(DATA FOR ANALYSIS Opens)
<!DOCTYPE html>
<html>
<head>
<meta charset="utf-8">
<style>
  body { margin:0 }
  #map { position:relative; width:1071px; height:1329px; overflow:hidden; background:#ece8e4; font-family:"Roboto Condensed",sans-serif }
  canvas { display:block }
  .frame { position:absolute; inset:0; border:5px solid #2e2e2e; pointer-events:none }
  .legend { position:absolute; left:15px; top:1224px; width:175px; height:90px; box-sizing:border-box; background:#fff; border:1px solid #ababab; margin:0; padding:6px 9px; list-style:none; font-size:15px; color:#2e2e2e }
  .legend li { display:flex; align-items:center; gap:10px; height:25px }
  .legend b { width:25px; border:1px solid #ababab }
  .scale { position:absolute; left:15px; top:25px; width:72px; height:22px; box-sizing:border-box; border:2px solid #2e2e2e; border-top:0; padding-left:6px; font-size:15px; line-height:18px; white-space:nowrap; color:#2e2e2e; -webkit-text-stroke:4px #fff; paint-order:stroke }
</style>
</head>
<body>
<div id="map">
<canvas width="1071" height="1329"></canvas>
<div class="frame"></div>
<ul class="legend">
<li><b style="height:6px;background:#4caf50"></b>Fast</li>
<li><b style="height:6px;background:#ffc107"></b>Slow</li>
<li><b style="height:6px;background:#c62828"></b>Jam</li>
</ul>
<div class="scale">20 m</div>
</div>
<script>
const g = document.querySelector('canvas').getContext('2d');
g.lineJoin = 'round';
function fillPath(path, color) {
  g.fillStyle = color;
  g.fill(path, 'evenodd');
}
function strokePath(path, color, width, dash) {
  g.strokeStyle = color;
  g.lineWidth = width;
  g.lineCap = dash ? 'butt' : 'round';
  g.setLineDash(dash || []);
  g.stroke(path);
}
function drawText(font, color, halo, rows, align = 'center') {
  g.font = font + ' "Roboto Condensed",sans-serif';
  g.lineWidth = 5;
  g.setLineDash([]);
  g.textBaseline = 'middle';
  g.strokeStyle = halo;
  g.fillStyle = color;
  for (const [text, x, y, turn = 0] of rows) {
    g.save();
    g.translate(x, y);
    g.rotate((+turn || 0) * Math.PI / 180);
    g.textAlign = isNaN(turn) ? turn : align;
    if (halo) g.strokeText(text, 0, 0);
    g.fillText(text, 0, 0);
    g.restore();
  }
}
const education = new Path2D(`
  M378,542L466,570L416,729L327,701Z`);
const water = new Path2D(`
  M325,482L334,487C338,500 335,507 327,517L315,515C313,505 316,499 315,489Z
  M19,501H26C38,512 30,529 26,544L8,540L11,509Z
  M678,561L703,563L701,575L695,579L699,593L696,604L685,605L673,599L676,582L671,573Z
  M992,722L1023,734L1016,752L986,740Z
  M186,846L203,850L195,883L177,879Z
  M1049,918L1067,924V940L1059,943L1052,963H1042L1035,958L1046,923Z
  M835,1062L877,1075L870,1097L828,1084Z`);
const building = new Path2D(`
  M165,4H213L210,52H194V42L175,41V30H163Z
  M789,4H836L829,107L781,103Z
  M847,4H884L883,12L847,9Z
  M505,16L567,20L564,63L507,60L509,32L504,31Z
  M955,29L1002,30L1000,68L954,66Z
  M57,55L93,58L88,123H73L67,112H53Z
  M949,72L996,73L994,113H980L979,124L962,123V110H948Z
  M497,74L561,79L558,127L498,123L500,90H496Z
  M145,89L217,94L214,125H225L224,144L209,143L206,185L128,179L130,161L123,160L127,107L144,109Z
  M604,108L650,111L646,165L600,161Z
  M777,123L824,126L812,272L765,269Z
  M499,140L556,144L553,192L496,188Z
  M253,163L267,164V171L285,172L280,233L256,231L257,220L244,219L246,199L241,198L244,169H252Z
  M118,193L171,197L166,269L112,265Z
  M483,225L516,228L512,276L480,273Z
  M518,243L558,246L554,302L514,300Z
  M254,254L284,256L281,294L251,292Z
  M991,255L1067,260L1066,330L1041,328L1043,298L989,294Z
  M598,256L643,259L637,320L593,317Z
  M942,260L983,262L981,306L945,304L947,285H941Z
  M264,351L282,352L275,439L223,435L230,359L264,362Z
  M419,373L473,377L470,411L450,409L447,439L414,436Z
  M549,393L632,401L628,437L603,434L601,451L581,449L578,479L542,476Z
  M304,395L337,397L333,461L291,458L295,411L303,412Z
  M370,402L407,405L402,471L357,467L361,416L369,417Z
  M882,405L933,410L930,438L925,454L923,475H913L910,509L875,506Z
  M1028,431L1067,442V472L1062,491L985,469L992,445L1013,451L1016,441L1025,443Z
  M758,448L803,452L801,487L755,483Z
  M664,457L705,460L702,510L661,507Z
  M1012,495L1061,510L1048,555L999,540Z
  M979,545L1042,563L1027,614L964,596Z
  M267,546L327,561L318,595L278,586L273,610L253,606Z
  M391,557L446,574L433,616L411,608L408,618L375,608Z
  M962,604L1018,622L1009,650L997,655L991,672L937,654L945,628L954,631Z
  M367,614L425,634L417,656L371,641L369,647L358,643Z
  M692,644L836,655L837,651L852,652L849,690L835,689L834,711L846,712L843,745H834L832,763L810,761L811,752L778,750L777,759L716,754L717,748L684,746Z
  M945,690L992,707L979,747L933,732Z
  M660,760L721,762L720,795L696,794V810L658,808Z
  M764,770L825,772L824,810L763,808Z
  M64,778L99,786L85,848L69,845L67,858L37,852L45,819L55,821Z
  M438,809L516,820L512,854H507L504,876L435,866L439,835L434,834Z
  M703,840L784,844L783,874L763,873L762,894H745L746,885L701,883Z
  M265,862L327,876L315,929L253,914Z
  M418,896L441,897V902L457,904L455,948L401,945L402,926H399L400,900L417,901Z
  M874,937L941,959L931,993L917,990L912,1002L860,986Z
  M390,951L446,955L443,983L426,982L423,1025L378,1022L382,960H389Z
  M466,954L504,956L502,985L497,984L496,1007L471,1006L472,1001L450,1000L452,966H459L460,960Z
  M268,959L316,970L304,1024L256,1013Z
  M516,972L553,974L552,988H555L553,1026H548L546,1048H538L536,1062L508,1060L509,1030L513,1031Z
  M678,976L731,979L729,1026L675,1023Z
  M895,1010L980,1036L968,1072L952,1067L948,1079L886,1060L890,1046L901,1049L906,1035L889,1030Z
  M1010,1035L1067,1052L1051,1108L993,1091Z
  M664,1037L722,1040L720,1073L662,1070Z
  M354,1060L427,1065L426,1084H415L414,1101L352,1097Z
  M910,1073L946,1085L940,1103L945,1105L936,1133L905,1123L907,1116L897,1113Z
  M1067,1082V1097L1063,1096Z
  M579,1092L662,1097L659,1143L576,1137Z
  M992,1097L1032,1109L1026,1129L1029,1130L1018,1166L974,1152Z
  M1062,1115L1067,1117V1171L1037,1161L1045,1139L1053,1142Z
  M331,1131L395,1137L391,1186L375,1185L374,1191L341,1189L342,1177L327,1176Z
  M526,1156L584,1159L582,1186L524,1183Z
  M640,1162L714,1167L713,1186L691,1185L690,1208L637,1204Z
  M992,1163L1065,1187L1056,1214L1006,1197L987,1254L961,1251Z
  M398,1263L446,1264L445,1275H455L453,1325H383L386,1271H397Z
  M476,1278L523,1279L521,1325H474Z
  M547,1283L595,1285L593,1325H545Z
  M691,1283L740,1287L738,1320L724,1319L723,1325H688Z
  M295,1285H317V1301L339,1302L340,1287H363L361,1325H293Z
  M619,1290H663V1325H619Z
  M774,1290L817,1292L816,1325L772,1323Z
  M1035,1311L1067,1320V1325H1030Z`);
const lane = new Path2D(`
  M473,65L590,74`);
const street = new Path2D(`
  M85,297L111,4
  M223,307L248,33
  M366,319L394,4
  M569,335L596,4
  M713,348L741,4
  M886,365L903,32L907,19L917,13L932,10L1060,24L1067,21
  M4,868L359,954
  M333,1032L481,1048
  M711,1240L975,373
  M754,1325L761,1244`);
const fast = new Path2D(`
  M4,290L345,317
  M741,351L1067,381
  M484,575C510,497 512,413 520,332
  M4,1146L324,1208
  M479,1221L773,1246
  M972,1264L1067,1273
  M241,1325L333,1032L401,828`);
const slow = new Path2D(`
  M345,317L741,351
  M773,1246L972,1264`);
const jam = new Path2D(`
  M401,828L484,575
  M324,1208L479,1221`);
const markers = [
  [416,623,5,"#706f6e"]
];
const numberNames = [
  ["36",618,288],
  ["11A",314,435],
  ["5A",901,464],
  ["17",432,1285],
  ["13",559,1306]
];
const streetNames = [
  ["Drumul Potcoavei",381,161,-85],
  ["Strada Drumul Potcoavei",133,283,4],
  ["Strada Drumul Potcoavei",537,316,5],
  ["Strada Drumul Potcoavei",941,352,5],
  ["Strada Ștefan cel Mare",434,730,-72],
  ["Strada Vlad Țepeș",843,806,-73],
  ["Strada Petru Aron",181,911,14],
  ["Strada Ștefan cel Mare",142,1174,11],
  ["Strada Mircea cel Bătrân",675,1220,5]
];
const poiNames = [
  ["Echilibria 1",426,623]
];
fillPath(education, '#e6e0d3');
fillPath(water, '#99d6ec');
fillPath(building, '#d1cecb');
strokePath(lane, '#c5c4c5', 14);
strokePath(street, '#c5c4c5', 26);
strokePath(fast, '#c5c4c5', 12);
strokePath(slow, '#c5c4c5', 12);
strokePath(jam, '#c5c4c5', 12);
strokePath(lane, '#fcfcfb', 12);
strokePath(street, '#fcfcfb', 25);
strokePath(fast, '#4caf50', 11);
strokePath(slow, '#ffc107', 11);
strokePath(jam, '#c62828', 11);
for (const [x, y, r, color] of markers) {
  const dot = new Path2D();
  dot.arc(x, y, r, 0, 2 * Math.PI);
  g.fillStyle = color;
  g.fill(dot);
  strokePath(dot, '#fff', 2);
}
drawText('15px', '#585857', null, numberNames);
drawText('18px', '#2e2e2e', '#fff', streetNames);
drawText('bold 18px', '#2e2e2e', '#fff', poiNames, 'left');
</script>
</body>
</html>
(DATA FOR ANALYSIS Closes)
Although the records may continue, retype only the lines from the first one through the one containing "position:absolute; left:15px; top:1224px;", exactly as they appear.

<!DOCTYPE html>
<html>
<head>
<meta charset="utf-8">
<style>
  body { margin:0 }
  #map { position:relative; width:1071px; height:1329px; overflow:hidden; background:#ece8e4; font-family:"Roboto Condensed",sans-serif }
  canvas { display:block }
  .frame { position:absolute; inset:0; border:5px solid #2e2e2e; pointer-events:none }
  .legend { position:absolute; left:15px; top:1224px; width:175px; height:90px; box-sizing:border-box; background:#fff; border:1px solid #ababab; margin:0; padding:6px 9px; list-style:none; font-size:15px; color:#2e2e2e }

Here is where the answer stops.